Urdang Jacqueline G, Masters Stephanie, Edokobi Nneoma, Mukherjee Chitra, Quazi Arnib, Liem David A, Ahrens Monica, Wang Xuan, Whitham Megan
Virginia Tech Carilion School of Medicine, Roanoke, Virginia, USA.
Carilion Clinic, Roanoke, Virginia, USA.
Physiol Rep. 2025 Mar;13(6):e70262. doi: 10.14814/phy2.70262.
This study aims to demonstrate that text phrase-mining and natural language processing (NLP) can annotate huge quantities of obstetrics textual data for the discovery and evaluation of maternal protein/gene (MPG)-disease interactions involved in the preeclampsia pathway. We employ a phrase-mining/NLP pipeline to evaluate unique MPGs involved in six cardiovascular derangements with overlapping presentations during pregnancy. The diseases were matched with Medical Subject Headings. A textual corpus was developed from abstracts matched to these terms through PubMed. Fourty-four MPGs were identified with respect to the diseases. Processing was performed, with unique scores for each MPG-disease pair. Components of the score were calculated and weighted for distinctness, integrity, and popularity. Statistical analyses were conducted for the examination of protein-disease relationships. Fourty-four MPGs with known associations to cardiovascular disease and preeclampsia pathways were identified among the 6 diseases. MPGs shared across the greatest number of disease states were implicated in: (1) angiogenesis and vasoconstriction, (2) hemodynamic regulation, (3) hormonal regulation of metabolism, and (4) inflammation. NLP and text phrase-mining are successfully applied to Obstetrics abstracts with accuracy and speed. This approach holds promise in synthesizing large volumes of data for presenting trends in the Obstetric literature and for the identification of promising biomarkers.
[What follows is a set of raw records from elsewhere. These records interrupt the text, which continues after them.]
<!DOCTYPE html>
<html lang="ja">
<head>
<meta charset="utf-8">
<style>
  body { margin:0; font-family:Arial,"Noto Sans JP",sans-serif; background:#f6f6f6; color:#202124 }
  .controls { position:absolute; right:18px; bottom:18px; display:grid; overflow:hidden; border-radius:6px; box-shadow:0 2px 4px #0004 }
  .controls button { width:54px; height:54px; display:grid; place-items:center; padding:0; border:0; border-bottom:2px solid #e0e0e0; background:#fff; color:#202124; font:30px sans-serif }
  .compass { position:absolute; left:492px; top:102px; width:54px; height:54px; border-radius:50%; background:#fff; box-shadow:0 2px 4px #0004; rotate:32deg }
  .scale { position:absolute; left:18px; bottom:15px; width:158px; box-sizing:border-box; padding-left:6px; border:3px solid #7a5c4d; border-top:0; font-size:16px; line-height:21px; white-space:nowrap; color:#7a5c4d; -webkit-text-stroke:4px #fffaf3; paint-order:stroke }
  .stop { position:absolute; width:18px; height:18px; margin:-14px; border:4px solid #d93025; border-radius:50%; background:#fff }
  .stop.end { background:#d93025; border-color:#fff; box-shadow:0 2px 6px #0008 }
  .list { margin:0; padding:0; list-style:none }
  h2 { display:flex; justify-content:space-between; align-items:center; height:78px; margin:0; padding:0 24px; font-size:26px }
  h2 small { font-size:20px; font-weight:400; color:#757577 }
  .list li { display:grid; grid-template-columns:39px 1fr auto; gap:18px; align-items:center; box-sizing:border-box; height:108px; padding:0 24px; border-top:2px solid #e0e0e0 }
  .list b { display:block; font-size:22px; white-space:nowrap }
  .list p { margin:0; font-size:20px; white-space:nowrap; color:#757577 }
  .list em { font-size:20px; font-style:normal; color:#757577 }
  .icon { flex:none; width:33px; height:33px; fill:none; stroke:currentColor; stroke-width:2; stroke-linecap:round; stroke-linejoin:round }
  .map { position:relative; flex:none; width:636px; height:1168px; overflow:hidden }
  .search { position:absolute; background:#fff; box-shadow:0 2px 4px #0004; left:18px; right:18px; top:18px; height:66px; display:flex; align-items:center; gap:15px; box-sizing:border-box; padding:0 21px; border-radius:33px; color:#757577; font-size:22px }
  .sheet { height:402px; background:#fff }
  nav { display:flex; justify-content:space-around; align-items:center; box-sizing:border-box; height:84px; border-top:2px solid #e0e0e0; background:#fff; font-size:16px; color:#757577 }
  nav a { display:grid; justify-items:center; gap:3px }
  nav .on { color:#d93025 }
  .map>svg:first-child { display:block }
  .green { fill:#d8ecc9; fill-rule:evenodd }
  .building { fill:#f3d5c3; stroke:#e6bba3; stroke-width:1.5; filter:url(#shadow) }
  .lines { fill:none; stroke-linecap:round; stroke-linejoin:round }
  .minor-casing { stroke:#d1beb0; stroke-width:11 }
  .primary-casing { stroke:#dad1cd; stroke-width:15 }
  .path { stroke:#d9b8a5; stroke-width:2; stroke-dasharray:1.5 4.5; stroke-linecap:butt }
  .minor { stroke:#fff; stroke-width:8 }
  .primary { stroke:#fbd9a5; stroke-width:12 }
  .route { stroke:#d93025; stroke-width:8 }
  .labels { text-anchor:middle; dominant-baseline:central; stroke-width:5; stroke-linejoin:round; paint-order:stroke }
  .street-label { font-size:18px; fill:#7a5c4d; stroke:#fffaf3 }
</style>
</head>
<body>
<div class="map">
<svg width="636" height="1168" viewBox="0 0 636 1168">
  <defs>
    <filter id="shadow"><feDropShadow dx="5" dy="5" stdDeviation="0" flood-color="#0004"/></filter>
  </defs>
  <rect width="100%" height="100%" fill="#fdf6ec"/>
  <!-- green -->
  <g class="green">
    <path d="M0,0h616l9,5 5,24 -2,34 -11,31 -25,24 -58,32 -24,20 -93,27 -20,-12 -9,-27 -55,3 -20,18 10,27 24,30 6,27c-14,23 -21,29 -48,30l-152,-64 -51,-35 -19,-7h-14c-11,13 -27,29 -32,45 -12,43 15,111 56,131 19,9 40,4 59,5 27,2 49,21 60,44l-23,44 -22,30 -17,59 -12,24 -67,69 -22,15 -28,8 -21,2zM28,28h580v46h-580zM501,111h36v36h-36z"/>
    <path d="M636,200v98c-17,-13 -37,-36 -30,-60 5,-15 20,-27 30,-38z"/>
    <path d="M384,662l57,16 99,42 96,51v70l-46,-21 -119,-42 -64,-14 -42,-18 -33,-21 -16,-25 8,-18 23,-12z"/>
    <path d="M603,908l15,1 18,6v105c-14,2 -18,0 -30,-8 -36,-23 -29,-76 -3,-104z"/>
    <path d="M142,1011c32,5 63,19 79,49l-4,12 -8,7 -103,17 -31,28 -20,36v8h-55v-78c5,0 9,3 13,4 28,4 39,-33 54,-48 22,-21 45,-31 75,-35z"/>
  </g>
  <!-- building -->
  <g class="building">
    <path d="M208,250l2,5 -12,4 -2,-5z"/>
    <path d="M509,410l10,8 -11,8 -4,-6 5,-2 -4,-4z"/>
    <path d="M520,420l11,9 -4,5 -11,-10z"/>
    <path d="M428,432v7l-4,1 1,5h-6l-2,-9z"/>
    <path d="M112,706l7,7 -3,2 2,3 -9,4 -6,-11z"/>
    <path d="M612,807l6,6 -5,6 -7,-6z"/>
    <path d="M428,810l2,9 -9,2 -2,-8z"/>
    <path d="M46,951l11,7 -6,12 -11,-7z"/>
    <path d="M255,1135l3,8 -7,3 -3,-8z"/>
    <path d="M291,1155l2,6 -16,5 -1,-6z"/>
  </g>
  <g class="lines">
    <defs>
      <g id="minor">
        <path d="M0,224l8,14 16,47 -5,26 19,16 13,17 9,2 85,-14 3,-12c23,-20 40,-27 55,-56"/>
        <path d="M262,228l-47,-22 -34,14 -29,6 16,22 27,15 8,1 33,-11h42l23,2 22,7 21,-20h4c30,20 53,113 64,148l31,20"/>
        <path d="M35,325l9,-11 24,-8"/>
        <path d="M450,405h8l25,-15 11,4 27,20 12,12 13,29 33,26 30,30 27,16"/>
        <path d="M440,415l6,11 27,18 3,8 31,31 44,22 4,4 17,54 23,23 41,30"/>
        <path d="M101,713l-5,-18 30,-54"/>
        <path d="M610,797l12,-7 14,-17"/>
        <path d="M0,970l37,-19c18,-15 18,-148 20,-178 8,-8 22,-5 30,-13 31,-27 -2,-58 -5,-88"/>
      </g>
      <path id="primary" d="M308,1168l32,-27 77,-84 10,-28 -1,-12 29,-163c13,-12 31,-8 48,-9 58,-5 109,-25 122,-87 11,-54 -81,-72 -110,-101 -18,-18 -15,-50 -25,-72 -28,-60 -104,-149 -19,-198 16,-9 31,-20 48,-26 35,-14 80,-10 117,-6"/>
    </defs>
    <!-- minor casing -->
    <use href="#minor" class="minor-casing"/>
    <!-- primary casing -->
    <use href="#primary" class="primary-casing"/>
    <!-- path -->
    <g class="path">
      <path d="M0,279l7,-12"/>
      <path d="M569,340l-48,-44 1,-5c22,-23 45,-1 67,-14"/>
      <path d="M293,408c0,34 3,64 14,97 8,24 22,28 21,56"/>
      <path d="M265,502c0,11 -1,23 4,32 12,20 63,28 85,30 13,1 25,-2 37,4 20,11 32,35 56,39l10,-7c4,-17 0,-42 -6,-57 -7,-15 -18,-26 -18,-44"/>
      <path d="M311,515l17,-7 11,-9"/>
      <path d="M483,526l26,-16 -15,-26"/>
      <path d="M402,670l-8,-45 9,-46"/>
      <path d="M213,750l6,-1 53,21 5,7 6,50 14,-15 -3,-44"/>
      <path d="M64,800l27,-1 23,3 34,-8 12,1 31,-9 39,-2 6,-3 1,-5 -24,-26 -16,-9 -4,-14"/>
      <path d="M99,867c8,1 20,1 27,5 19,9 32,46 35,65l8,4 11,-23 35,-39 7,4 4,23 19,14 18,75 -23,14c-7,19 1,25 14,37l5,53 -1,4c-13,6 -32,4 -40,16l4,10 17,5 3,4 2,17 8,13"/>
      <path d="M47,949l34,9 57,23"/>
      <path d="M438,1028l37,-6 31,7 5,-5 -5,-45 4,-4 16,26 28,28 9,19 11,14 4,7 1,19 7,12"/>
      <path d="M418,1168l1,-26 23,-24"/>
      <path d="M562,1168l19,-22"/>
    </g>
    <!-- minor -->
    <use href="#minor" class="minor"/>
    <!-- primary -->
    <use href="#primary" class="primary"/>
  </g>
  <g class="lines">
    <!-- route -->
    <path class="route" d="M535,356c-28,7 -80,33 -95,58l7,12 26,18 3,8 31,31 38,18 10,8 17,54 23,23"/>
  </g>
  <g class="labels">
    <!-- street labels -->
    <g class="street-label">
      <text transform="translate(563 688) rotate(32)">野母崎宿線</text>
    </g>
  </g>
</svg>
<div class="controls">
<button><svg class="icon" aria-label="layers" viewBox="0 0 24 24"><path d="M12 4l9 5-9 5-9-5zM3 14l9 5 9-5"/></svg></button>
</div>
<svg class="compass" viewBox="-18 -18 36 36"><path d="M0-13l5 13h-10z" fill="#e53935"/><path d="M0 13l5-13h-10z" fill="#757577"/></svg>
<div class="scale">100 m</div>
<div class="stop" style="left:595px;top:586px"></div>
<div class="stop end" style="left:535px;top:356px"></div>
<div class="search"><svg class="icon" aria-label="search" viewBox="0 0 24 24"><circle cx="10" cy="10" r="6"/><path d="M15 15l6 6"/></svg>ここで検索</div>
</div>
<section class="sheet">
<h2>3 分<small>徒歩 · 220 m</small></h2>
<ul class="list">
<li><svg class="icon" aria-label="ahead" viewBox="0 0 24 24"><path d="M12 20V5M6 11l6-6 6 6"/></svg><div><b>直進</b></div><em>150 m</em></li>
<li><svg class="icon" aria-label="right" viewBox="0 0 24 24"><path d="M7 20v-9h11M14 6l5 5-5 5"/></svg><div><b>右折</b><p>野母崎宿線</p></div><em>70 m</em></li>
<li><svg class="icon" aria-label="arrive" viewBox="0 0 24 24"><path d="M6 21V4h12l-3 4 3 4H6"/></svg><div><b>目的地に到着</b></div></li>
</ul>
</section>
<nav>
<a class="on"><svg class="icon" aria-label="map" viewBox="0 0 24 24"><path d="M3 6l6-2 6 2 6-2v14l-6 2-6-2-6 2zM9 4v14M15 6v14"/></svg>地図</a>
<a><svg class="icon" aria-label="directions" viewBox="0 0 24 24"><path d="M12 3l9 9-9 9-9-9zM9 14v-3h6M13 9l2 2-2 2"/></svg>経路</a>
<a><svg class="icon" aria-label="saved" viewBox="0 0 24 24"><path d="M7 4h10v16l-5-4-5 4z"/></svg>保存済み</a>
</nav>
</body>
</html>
本研究旨在证明文本短语挖掘和自然语言处理(NLP)能够注释大量产科文本数据,以发现和评估子痫前期途径中涉及的母体蛋白/基因(MPG)-疾病相互作用。我们采用短语挖掘/NLP流程来评估妊娠期间具有重叠表现的六种心血管紊乱所涉及的独特MPG。这些疾病与医学主题词进行匹配。通过PubMed从与这些术语匹配的摘要中构建了一个文本语料库。针对这些疾病确定了44个MPG。进行了处理,为每个MPG-疾病对赋予了独特的分数。计算了分数的组成部分,并根据独特性、完整性和流行度进行加权。进行了统计分析以检查蛋白质-疾病关系。在这6种疾病中确定了44个与心血管疾病和子痫前期途径有已知关联的MPG。在最多疾病状态中共享的MPG涉及:(1)血管生成和血管收缩,(2)血流动力学调节,(3)代谢的激素调节,以及(4)炎症。NLP和文本短语挖掘已成功且准确快速地应用于产科摘要。这种方法在综合大量数据以呈现产科文献趋势和识别有前景的生物标志物方面具有前景。